Manuscript available upon request
Abstract
The risks stemming from anthropogenic climate change have prompted companies to invest in technologies that mitigate greenhouse gas emissions, particularly carbon emissions. However, developing these products and markets presents challenges, such as points of contention arising from uncertainties about their effectiveness and their ability to scale up quickly to prevent further global warming. To tackle these challenges, participants involved in the creation of carbon-related markets seek to gain support by producing compelling narratives that moralize their technological solutions and engage in relational work with stakeholders to ensure their emergence. By examining carbon capture and removal technologies and leveraging in-depth interviews with key informants in the industry, along with a corpus of news articles reporting on the carbon capture sector, I reveal how startup and policy actors navigate the moral tensions of using technologies and markets to transform carbon into a resource.

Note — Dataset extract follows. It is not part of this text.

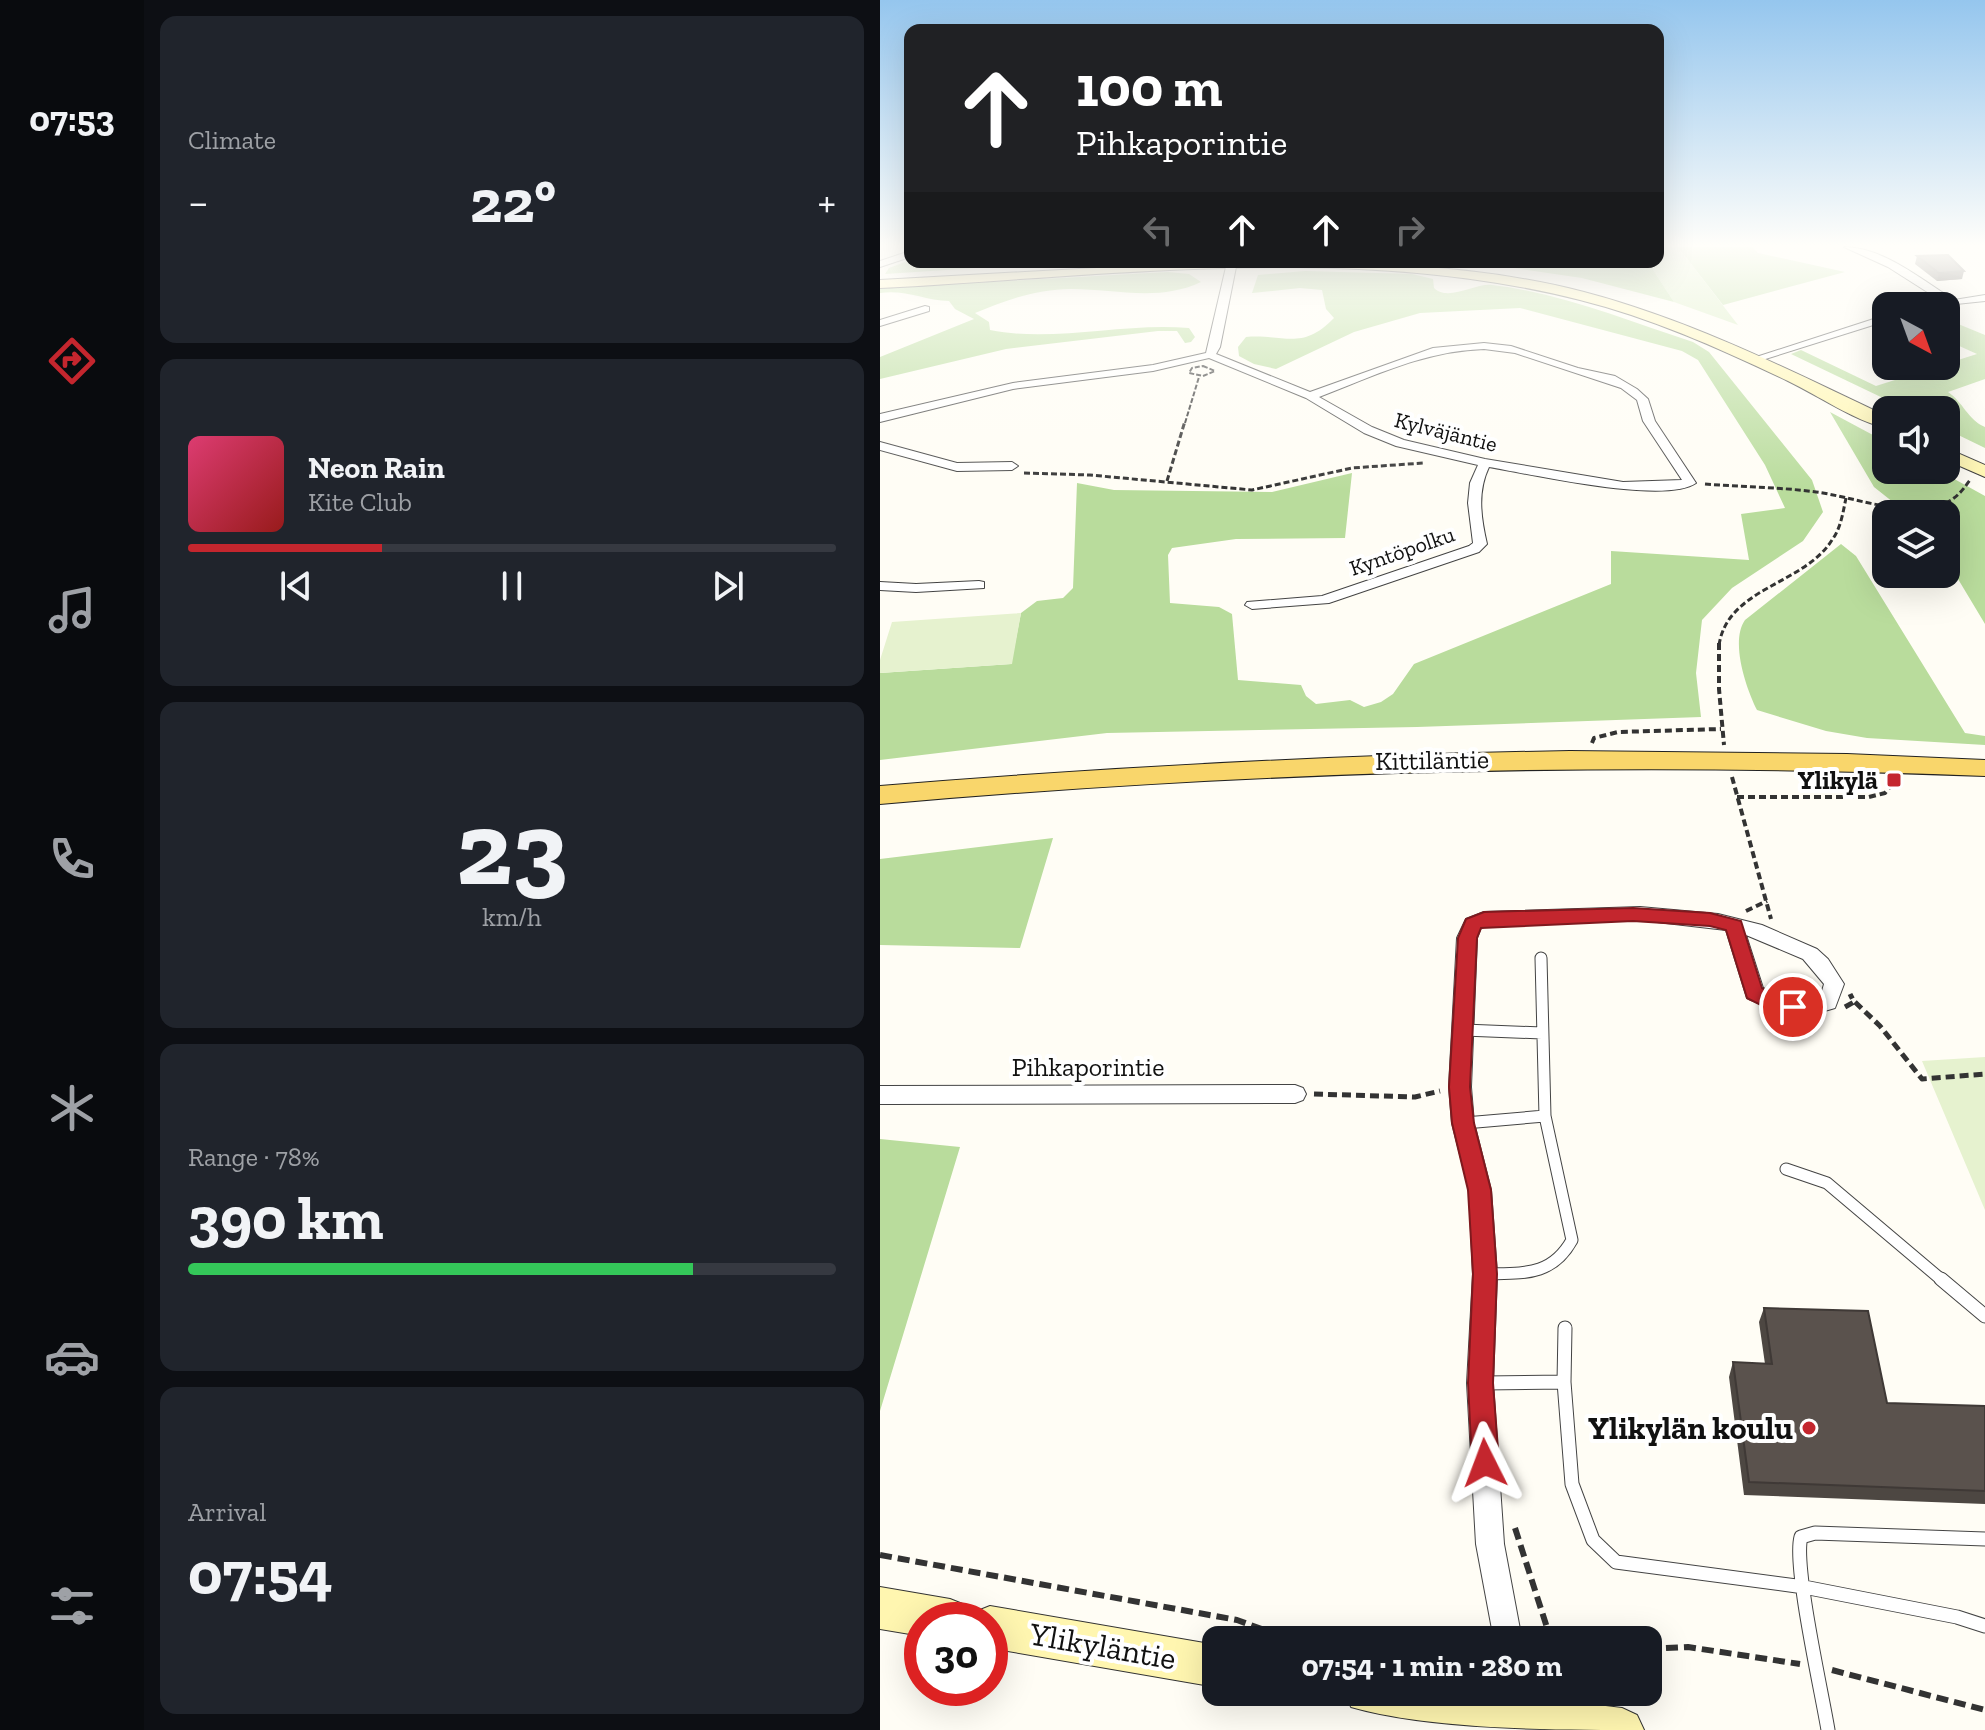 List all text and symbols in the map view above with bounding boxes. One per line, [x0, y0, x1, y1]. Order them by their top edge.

The findings indicate that both informants and the media portray carbon capture as a uniquely beneficial technology, envisioned to function like an oil company in reverse and to address industries that would otherwise be challenging to decarbonize. This process of commodifying carbon and establishing markets around it generates tensions regarding its capability to address emissions at scale and the negative effect of delaying the energy transition. To mitigate these tensions, innovators in this field engage in relational work with policy actors and investors to help alleviate uncertainties. This, in turn, shapes how they frame the technology’s purpose and uncovers tensions between their vision and the broader institutional landscape. These findings are significant for analyzing the emergence of green technologies, enhancing our understanding of the role of expectations in the social construction of markets and technology.